Filip Kostics Hotelzimmer ist längst gebucht. Nicht in Wolfsburg, sondern in der 60 Kilometer entfernten Alten Mühle in Weyhausen, einem 2400-Einwohner-Ort. Dass die serbische Nationalmannschaft vor dem Testländerspiel gegen Deutschland am Mittwoch (20.45 Uhr/RTL) in der Einöde der Samtgemeinde Boldecker Land und nicht in Wolfsburg absteigt, hat natürlich keine gehässigen, sondern lediglich praktische Gründe. Das Ritz Carlton in der VW-Stadt hatte ja der DFB frühzeitig reserviert. Doch zumindest Kostic, einer der Frankfurter Überflieger dieser Saison, soll nicht traurig sein, dass die Serben nur zum Abschlusstraining und zum Spiel in Wolfsburg vorbeigucken.
Es ist bereits zweieinhalb Jahre her, als Wolfsburg und Kostic erstmals aneinandergerieten. Damals wollte der VfL den pfeilschnellen Serben um jeden Preis aus Stuttgart holen. Wolfsburgs damaliger Sportchef Klaus Allofs verhandelte mit Kostics Bruder, Kostics Onkel, Kostics Landsmann Miroslav Stevic, Kostics Berater Sedat Duraki und – und das war wohl Allofs’ größter Fehler – am Ende auch noch mit dem plötzlich dazwischengeschalteten Spielervermittler Giacomo Petralito. Und Kostic? Der reagierte genauso schnell wie sonst nur in dieser Saison bei der Eintracht auf dem Rasen. „Ich will unbedingt zum HSV!“, sagte der Serbe, als erste Medien von einer Einigung zwischen Wolfsburg und Stuttgart berichteten.
Labbadia wollte Kostic nach Wolfsburg lotsen
Das Ende dieser Geschichte ist bekannt: Kostic wechselte für die Rekordablöse von 14 Millionen Euro nach Hamburg und nicht nach Wolfsburg. Beim HSV spielte der Flügelflitzer mehr schlecht als recht – und wollte und sollte nach nur zwei Jahren (und dem erstmaligen Abstieg des Clubs) im vergangenen Sommer weiterziehen. Doch hier beginnt nun Staffel zwei der nicht enden wollenden Kostic-Wolfsburg-Serie.

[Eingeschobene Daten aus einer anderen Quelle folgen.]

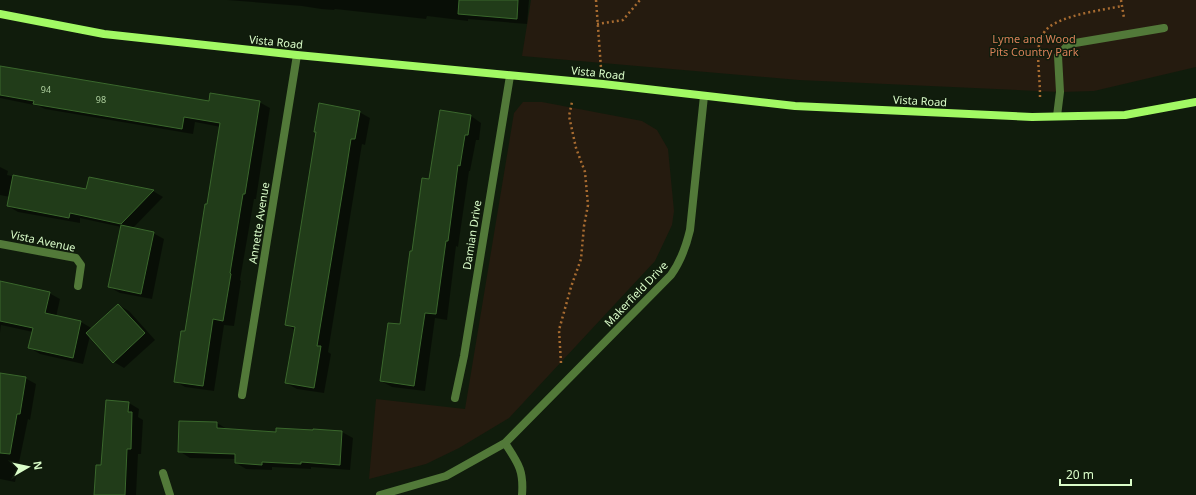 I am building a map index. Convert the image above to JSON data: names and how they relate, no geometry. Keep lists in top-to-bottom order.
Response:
{
  "streets": {
    "main road": ["Vista Road"],
    "street": [
      "Annette Avenue",
      "Damian Drive",
      "Vista Avenue",
      "Makerfield Drive"
    ]
  },
  "crossings": [
    ["Vista Road", "Annette Avenue"],
    ["Vista Road", "Damian Drive"],
    ["Vista Road", "Makerfield Drive"]
  ],
  "parks": ["Lyme and Wood Pits Country Park"],
  "house_numbers": ["94", "98"],
  "scale_bar": "20 m",
  "north": "right"
}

Erneut war es Bruno Labbadia, der bereits 2016 den früheren Stuttgarter zum HSV gelotst hatte, der Kostic nun auch nach Wolfsburg holen wollte. Wieder gab es Verhandlungen, wieder Irrungen und Wirrungen, wieder waren mehrere Berater beteiligt und am Ende: Wieder gab es keine Einigung mit Kostic.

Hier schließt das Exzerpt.